2. Pre-operatieve conditionering en voorbereiding

  1. Bereid de steriele instrumenten en een steriel chirurgisch station voor op enten. Gebruik geautoclaveerde papieren handdoeken als steriele oppervlakken voor het plaatsen van instrumenten en muizen.
    OPMERKING: Muizen kunnen worden geënt na het spenen, maar worden bij voorkeur geënt tussen de leeftijd van 8-10 weken. Muizen van beide geslachten kunnen worden geënt.
  2. Voer het chirurgische preparaat, zoals ontharing, uit in een gebied dat fysiek gescheiden is van het chirurgische station.
  3. Bereid de anti-GR1 (zie materiaaltabel) door deze te verdunnen tot 1 mg/ml steriele zoutoplossing.

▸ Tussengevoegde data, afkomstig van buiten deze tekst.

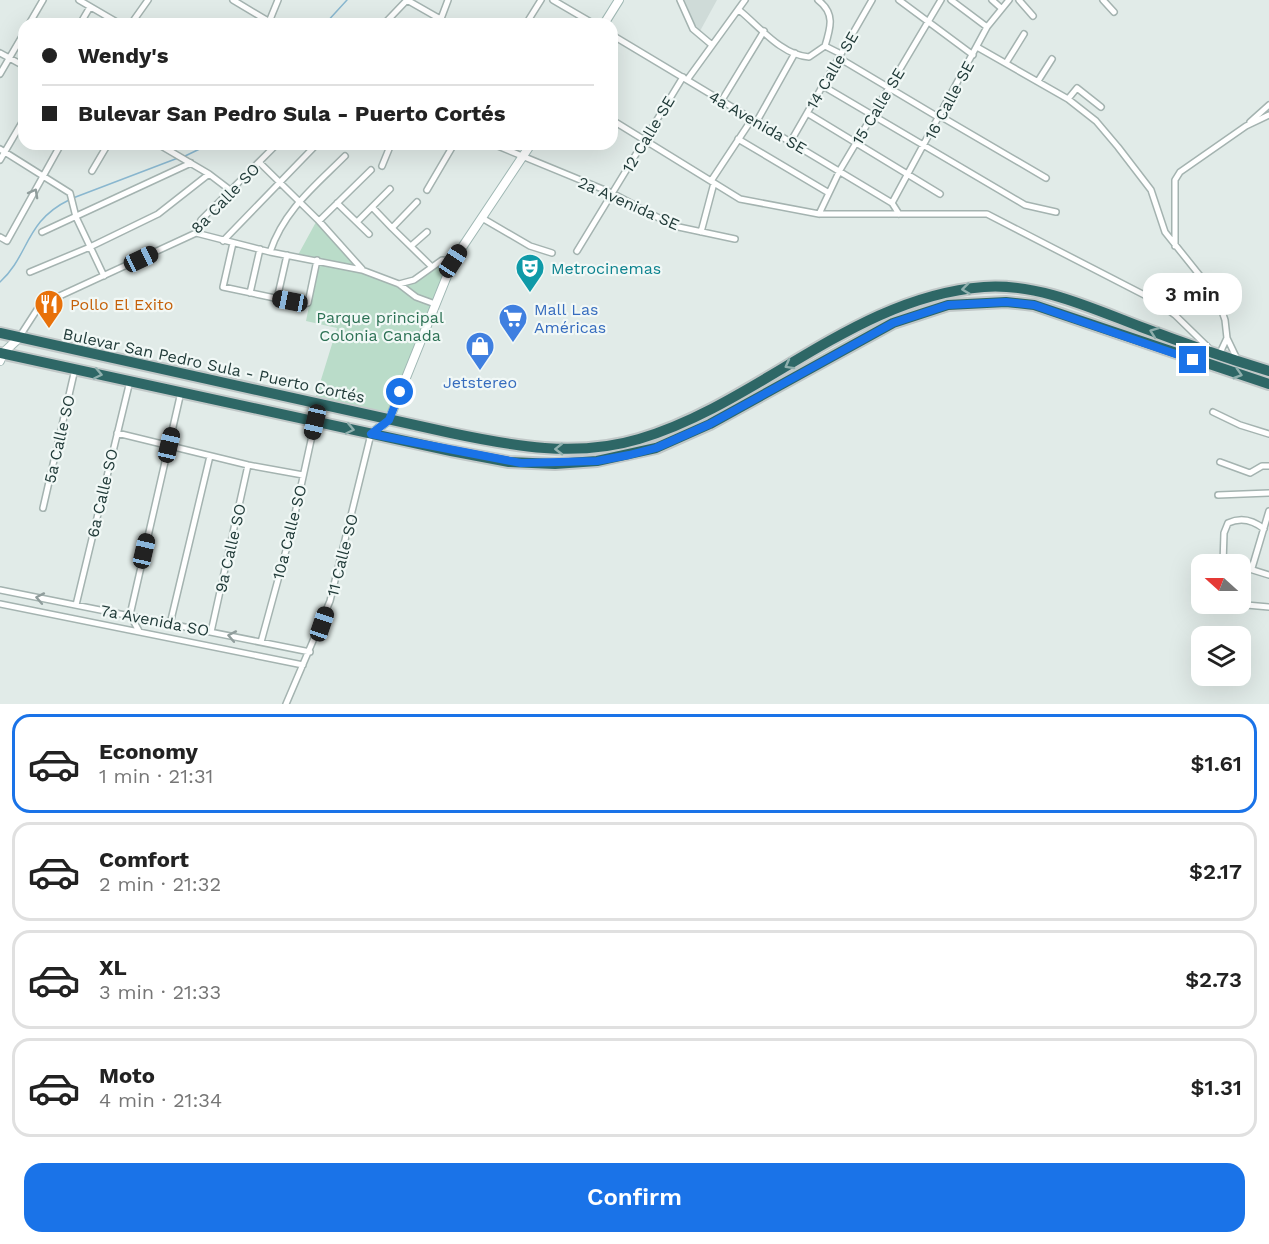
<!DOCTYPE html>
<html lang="en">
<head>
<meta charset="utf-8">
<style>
	:root { --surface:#fff; --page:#f6f6f6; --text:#222; --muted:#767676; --line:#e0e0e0; --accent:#1a73e8 }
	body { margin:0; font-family:"Work Sans",sans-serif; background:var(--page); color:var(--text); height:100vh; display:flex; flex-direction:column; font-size:22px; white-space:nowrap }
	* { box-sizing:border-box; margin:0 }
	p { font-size:20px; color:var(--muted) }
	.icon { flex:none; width:33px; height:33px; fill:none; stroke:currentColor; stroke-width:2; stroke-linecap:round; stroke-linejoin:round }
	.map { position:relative; height:704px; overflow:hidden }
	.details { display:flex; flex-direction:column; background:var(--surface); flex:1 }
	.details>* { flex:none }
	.guide { position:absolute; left:18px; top:18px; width:600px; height:132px; border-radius:18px; box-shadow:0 6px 24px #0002; display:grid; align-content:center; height:132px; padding:0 24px; background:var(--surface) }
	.needle { width:39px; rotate:291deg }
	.tools { position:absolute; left:1191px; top:554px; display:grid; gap:12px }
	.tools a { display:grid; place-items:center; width:60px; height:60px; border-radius:12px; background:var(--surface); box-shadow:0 6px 24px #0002; font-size:30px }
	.end { position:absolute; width:27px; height:27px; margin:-14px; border:8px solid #1a73e8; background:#fff; box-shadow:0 0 0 3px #fff }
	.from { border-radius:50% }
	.bubble { position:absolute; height:42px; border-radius:18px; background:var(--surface); box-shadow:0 6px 24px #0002; font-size:20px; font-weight:600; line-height:42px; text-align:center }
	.car { position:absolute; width:18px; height:36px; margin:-18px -9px; border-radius:8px; box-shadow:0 0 4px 2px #0007; background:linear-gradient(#222 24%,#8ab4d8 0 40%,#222 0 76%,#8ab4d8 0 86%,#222 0) }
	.guide b { display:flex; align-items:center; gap:21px; height:57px; font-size:22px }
	.guide b+b { border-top:2px solid var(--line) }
	.guide i { width:15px; height:15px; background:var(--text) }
	ul { padding:10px 0 0; list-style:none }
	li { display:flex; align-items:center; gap:18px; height:99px; margin:0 12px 9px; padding:0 12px; border:3px solid var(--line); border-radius:18px }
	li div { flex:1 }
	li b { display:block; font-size:22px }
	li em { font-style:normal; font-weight:600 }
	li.current { border-color:var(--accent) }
	li>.icon { width:54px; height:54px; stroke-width:1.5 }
	.primary-button { display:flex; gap:12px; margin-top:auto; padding:12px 24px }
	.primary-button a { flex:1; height:69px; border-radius:18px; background:var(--accent); color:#fff; font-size:24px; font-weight:600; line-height:69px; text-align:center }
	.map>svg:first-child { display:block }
</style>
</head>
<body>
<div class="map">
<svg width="1269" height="704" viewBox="0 0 1269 704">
	<rect width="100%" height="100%" fill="#e1ebe8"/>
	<path fill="#cfdbd8" d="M684,0H717L700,31L694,23Z"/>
	<path fill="#badcc9" d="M316,222L359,267L298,255Z
		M442,260L453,261L391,414L316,396L337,328L306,321L318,262L363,271L398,286L415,281Z"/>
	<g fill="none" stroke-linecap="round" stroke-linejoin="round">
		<path stroke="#89b7cf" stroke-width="1.5" d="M325,24L347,0
			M183,157L210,144
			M73,198L178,158
			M0,282C29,256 25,221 69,200"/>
		<g stroke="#a4b3b0" stroke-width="8">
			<path id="street" d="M79,0L120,24
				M233,0L273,24
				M407,0L449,24
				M553,0L594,24
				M680,0L693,29L712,45
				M818,0C835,13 831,27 825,46
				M899,0L973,55
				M951,0L987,27
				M992,0L1001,8
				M1019,0L1033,16
				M1103,0L1114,12
				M739,10C759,26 781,55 809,57L825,46L841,54
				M269,22L278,0
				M29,24L43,0
				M80,24L90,7
				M131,24L148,0
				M384,24L407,0
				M439,24L448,0
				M526,24L541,0
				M612,35L892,203L899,214
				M977,47L1068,99L1096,121L1118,147L1151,190L1165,232L1217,297L1225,320L1227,338L1238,361
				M0,53L24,66
				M839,58L938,117
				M1006,63L1024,34
				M0,74L24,33
				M687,80L745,0
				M1038,81L1052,59
				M823,86L1025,205L1056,212
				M1068,99L1077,88L1101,107
				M722,100L764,31
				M807,113L940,194
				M940,116L1046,178
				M612,120L740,199L819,214H987L1156,301L1175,315L1212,351
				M757,121L795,53
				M1250,122L1269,105
				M738,139L829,193
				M791,141L872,0
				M158,144L209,174L230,190
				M493,144L612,193L674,226L735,239
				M0,149L70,193L76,217L104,276
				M0,160L24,119
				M259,162L319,221L362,269
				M382,166L391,144
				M92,171L108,144
				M711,181L752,119
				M427,190L454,144
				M417,202L392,228L432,267
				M337,203L369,234
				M892,203L987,27L1009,0
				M372,207L392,228
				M819,214L840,170L941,0
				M482,218L530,246L552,253
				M319,221L371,170
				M358,221L390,189
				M42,232L191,163
				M701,232L714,183
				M196,233L270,252L362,270L399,284L416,297L435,304
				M0,237L7,241L61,144
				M223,241L317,144
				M233,243L223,287L303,304L308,303L317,260
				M411,246L427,232
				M1175,246V180L1180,172L1246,126L1269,115
				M577,251L683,77
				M270,252C284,210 315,186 345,156
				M30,272L90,247L158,214L209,174
				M399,284L414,280L442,260L453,261
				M250,293L260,249
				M277,299L287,255
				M20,336L40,305L196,233L201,220L277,144
				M1219,355L1227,338
				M1213,412L1240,425L1269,434
				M117,433L248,465L303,475
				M1220,462L1250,473L1262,466H1269
				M1218,495L1269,493
				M43,508L75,369
				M1223,564L1224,533L1228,523C1241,517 1253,520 1264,529
				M1229,564H1234
				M1240,566L1269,575
				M1252,568L1269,511
				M0,590L310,652
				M1224,603L1269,607
				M0,604L303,665
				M76,605L130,381
				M170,624L210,456
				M139,631L130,615L181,392
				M211,632L248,465
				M261,642L291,532L315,422
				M286,704L330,601L371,434"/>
		</g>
		<g stroke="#9fb7b3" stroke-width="10">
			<path id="secondary" d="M604,24L619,0
				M0,361L3,353L19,338
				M371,434L389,420L453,261L531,144"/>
		</g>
		<g stroke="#c1c8c8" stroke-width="14">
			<path id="highway" d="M0,333L451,433C513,446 576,458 639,439C760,403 854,297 984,287C1038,283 1091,308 1141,327C1183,343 1226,358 1269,371
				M0,353L451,451L509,462L555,464L597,461L656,448L710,424L893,323L948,305L1006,302L1034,305L1269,384"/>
		</g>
		<use href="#street" stroke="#fff" stroke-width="5"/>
		<use href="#secondary" stroke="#fff" stroke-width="8"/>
		<use href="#highway" stroke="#2e6766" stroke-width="10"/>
	</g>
	<defs><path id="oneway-chevron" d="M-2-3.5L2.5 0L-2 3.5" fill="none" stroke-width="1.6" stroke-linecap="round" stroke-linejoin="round" transform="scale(1.5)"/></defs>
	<g stroke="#909d9c">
		<use href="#oneway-chevron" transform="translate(34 193) rotate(-61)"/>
		<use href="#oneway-chevron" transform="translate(40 598) rotate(-169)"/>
		<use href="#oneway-chevron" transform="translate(232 636) rotate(-169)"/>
	</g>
	<g stroke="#90b0ae">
		<use href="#oneway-chevron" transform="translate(966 289) rotate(173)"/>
		<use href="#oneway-chevron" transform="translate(1154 332) rotate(-160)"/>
		<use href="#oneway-chevron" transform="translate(789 365) rotate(151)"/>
		<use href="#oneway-chevron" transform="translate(98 374) rotate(12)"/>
		<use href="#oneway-chevron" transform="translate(1238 374) rotate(17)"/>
		<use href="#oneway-chevron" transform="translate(350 429) rotate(12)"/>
		<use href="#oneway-chevron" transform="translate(559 449) rotate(179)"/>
	</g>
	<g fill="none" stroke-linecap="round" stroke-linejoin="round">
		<path stroke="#1a73e8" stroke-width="8" d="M400,392L389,420L371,434L521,463L597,461L629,455L656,448L710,424L893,323L948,305L1006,302L1034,305L1193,360"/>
	</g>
	<defs>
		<g id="theatre-pin" transform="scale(1.5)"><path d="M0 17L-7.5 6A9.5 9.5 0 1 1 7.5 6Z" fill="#0f9aa8" stroke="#f1f8f6"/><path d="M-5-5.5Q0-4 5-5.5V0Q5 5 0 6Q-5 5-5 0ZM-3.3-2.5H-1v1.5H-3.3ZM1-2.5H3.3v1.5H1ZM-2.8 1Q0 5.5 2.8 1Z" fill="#fff"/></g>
		<g id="restaurant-pin" transform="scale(1.5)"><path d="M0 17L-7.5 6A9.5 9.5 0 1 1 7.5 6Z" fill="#e8710a" stroke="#f1f8f6"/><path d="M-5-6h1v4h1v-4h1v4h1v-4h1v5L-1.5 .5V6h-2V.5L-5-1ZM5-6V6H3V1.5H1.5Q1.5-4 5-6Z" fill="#fff"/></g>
		<g id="supermarket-pin" transform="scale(1.5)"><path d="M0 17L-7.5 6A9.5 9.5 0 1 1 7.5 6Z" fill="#3f7fe0" stroke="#f1f8f6"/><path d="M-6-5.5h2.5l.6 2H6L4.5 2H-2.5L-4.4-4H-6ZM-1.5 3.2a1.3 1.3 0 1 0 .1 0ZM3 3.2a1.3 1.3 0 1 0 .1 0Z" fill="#fff"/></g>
		<g id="shop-pin" transform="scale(1.5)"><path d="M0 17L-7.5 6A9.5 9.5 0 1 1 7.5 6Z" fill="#3f7fe0" stroke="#f1f8f6"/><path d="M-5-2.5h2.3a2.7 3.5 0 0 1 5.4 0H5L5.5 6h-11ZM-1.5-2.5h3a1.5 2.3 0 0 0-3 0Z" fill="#fff"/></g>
	</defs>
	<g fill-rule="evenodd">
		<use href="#theatre-pin" x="530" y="268"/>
		<use href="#restaurant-pin" x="49" y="304"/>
		<use href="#supermarket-pin" x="513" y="318"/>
		<use href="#shop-pin" x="480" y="346"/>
	</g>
	<g text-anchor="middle" stroke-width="4.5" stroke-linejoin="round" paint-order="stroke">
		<g font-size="16" fill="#213b39" stroke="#f1f8f6">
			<text transform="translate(832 70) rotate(-60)" y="6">14 Calle SE</text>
			<text transform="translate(949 100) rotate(-62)" y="6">16 Calle SE</text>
			<text transform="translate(878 106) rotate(-59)" y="6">15 Calle SE</text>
			<text transform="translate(758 122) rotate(30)" y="6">4a Avenida SE</text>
			<text transform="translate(648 134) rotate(-59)" y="6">12 Calle SE</text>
			<text transform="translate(225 198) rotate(-46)" y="6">8a Calle SO</text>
			<text transform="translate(629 203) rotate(24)" y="6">2a Avenida SE</text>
			<text transform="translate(214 365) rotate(12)" y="6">Bulevar San Pedro Sula - Puerto Cortés</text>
			<text transform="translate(59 439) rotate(-77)" y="6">5a Calle SO</text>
			<text transform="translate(102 493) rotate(-77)" y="6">6a Calle SO</text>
			<text transform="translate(289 532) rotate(-76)" y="6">10a Calle SO</text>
			<text transform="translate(230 548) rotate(-77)" y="6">9a Calle SO</text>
			<text transform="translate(342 555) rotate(-76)" y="6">11 Calle SO</text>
			<text transform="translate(155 620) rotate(11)" y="6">7a Avenida SO</text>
		</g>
		<g font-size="16" fill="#0d838f" stroke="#f1f8f6" text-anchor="start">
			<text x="551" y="274">Metrocinemas</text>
		</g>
		<g font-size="16" fill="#c56008" stroke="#f1f8f6" text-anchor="start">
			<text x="70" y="310">Pollo El Exito</text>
		</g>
		<g font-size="16" fill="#366cbe" stroke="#f1f8f6" text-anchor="start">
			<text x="534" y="315">Mall Las<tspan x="534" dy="18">Américas</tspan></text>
			<text x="480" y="388" text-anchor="middle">Jetstereo</text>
		</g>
		<g font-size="16" fill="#2c7154" stroke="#f1f8f6">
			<text x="380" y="323">Parque principal<tspan x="380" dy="18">Colonia Canada</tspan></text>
		</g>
	</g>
</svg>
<div class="tools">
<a><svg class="needle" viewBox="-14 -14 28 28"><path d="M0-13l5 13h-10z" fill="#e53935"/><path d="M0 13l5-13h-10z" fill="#767676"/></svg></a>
<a><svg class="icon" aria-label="layers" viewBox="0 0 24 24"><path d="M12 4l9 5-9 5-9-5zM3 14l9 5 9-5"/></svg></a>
</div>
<i class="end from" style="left:400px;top:392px"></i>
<i class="end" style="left:1193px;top:360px"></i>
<div class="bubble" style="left:1143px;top:273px;width:99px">3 min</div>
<i class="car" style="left:141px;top:259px;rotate:65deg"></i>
<i class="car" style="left:453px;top:261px;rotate:33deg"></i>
<i class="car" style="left:290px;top:301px;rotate:281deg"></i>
<i class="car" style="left:315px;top:422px;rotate:193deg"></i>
<i class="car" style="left:169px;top:445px;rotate:13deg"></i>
<i class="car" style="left:144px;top:551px;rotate:13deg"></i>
<i class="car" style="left:322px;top:624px;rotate:19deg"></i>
<div class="guide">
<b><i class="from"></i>Wendy's</b>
<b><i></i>Bulevar San Pedro Sula - Puerto Cortés</b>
</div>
</div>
<section class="details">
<ul>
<li class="current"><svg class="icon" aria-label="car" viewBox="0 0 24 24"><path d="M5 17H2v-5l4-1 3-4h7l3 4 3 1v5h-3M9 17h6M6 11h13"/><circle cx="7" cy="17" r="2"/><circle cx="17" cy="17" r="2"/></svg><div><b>Economy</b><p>1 min · 21:31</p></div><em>$1.61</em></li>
<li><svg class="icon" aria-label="car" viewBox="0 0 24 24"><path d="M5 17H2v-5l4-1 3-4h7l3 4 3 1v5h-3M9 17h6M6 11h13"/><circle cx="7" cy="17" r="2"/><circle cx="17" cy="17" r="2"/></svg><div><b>Comfort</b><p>2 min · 21:32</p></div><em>$2.17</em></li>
<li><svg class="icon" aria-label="car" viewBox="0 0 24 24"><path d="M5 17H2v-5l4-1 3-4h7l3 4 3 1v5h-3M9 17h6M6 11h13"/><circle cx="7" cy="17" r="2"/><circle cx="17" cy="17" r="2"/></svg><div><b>XL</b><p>3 min · 21:33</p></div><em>$2.73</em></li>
<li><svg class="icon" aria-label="car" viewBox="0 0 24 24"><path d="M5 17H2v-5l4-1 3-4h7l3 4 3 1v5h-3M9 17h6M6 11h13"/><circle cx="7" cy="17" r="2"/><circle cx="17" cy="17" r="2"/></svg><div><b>Moto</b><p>4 min · 21:34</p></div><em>$1.31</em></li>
</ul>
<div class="primary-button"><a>Confirm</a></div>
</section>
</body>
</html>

Doseer elke muis met 100 μg/100 μL van de anti-GR1-oplossing intraperitoneaal na anesthesie-inductie.
  4. Verdoof de muizen, één voor één, met isofluraan of andere institutioneel goedgekeurde anesthetica.
    OPMERKING: Isofluraan moet worden gegeven in een concentratie van 3% -5% tijdens inductie. Zodra de muis onbeweeglijk is, verlaagt u de isofluraanconcentratie tot 1% -3% om effect te sorteren voor de duur van de operatie.
    1. Controleer de muis op de juiste diepte van de anesthesie door de ademhalingsfrequentie, afwezigheid van teenknijprespons en de juiste roze kleuring van oren en mond te observeren.
      LET OP: Gebruik geschikte anesthetische machines en opruimmethoden en vermijd blootstelling aan isofluraandampen.
  5. Breng de muis over op een verwarmingskussen of een andere warmtebron (zie Materiaaltabel).
  6. Dien de oogzalf toe door een kleine druppel zalf op het oog te deppen met een gehandschoende vinger.
  7. Dien analgetica Buprenorfine (0,08 mg/kg) en Carprofen (5 mg/kg) (zie Materiaaltabel) subcutaan toe door de huid te knijpen en te injecteren onder een hoek parallel aan het lichaam.
    OPMERKING: Bereid de analgesie voor de behandeling voor volgens institutionele protocollen. Volg institutionele richtlijnen voor de selectie en toediening van pijnstillers. De in dit onderzoek gebruikte methode van analgesie wordt beschreven in stap 2.7 en aanvullende figuur 1.
  8. Dien de anti-GR1 (bereid in stap 2.4) intraperitoneaal toe door de muis lichtjes bij de staart op te tillen, de buik bloot te stellen en in een hoek van 30° te injecteren met een insulinespuit van 1 ml (12,7 mm).
  9. Gebruik dierveilige elektrische tondeuses (zie Materiaaltabel) om de middelste en bovenste delen van de dorsale zijde van de muis te scheren.
  10. Verwijder al het haar en breng een royale hoeveelheid ontharingszalf aan op de geschoren huid gedurende 30 s tot 1 min.
  11. Veeg de ontharingszalf volledig weg met een papieren handdoek en PBS.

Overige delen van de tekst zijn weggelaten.